L'objectif, lui, n'a pas varié. "Généralement, les gens aiment l'armée mais n'ont aucune idée de ce qu'elle fait. Dans le monde du cinéma, l’image est moins bonne avec le cliché du soldat boueux, un peu bourrin", résume Eve-Lise Blanc-Deleuze, la cheffe de la mission cinéma. "Il faut casser ces images".
Le temps de la propagande pure et dure est toutefois révolu et l'heure est au partenariat, qui existe de manière industrielle aux Etats-Unis. Outre-Atlantique, Pentagone et Hollywood collaborent de longue date avec, en tête de gondole, les deux "Top Gun".
En France, scénaristes ou producteurs peuvent désormais toquer à la porte de la Mission cinéma pour solliciter le concours de l'armée au début d'un projet, pour coller à la réalité, ou ultérieurement pour des autorisations de tournage ou des locations d'équipements.
"A un moment, on a besoin d'avoir accès aux gens dont on raconte la vie", détaille à l'AFP Gilles de Verdière, le producteur de la récente série "Coeurs noirs" qui suit des forces spéciales françaises en Irak en 2016. "Mais ce sont des gens par nature peu accessibles".
Grâce à la MCIC, les acteurs de la série ont toutefois pu être en immersion sur une base française avec les forces spéciales. "Ils ont pu voir comment ils portent leurs armes, se parlent entre eux, ce qu'ils disent à leur famille", raconte à l'AFP Zied Doueri, qui a réalisé la première saison. "Ce n’est pas un documentaire mais il faut que ça sonne vrai".

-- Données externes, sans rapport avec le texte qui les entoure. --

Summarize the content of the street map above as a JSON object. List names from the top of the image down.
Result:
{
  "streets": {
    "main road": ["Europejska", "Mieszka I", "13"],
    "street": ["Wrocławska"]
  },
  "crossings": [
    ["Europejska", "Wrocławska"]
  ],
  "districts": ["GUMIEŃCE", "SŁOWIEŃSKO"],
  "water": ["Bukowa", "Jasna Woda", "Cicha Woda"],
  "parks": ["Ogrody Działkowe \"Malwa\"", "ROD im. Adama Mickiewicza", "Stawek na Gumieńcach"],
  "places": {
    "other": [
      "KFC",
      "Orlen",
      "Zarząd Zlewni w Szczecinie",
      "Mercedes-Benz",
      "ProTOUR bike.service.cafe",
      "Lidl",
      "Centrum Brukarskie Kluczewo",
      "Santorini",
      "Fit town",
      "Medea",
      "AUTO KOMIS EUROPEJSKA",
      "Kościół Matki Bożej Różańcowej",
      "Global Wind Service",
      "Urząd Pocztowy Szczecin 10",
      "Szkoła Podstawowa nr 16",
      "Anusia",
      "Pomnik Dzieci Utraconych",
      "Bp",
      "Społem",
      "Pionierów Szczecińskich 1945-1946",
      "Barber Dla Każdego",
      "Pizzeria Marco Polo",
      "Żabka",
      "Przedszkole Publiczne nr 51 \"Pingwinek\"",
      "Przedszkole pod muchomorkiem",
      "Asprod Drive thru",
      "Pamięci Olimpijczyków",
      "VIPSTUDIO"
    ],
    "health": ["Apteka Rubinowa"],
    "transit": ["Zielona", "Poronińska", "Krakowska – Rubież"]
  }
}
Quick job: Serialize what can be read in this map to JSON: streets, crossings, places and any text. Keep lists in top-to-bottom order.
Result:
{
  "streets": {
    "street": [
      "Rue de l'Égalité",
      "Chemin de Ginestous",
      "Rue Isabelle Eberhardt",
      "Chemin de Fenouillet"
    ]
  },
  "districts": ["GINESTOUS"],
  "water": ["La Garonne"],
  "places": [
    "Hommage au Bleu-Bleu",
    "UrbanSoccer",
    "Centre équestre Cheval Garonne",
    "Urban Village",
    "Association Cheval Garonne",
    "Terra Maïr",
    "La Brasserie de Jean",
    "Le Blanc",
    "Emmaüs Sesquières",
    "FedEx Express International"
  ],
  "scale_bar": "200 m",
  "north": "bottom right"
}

"Il faut connaître le réel pour pouvoir s'en distancer ensuite pour les besoins de la fiction", indique à l'AFP le scénariste Frédéric Krivine, qui a travaillé sur la première saison de la série "Sentinelles" sur l'opération Barkhane au Mali. Le tournage de la saison 2, sur l'invasion en Ukraine, vient de s'achever.
Crise de vocation
Certains projets ne passent toutefois pas le filtre de la Mission cinéma. "On ne fait pas de censure et on sait bien que pour qu'il y ait une histoire, le héros doit être pris dans des dilemmes et parfois mal se comporter. Mais nous avons des lignes rouges: les valeurs de l'armée doivent être respectées", précise Mme Blanc-Deleuze.
Le film "Sentinelle Sud" (2022) n'a ainsi pas obtenu le feu vert : la dérive de trois anciens combattants de retour d'Afghanistan et de leur mentor avait été jugée trop négative pour l'institution.
D'autres projets ont obtenu le sésame même s'ils ne sont pas à la gloire de l'armée. Inspiré de faits réels, "Pour la France" (2022) raconte la mort d'un jeune aspirant lors d'un rituel d'intégration à Saint-Cyr. Quant à la série "Sentinelles", elle décrit en filigrane l'impasse militaire de la France au Mali.
"On sent les valeurs de l’armée même quand on les critique", estime Frédéric Krivine. "Et l’armée s'est rendu compte que des fictions généraient des vocations même quand elles ne sont pas à la gloire de l'armée."
La mission cinéma en a bien conscience à l'heure où, pour la première fois, l'armée de Terre n'a pas rempli ses objectifs de recrutement en 2023, avec 2.000 soldats manquant à l'appel.
"On n'est pas là pour magnifier le métier de soldat, observe Mme Blanc-Deleuze, mais quand on fait connaître des missions et qu’on peut s’identifier à des personnages, ça peut donner envie."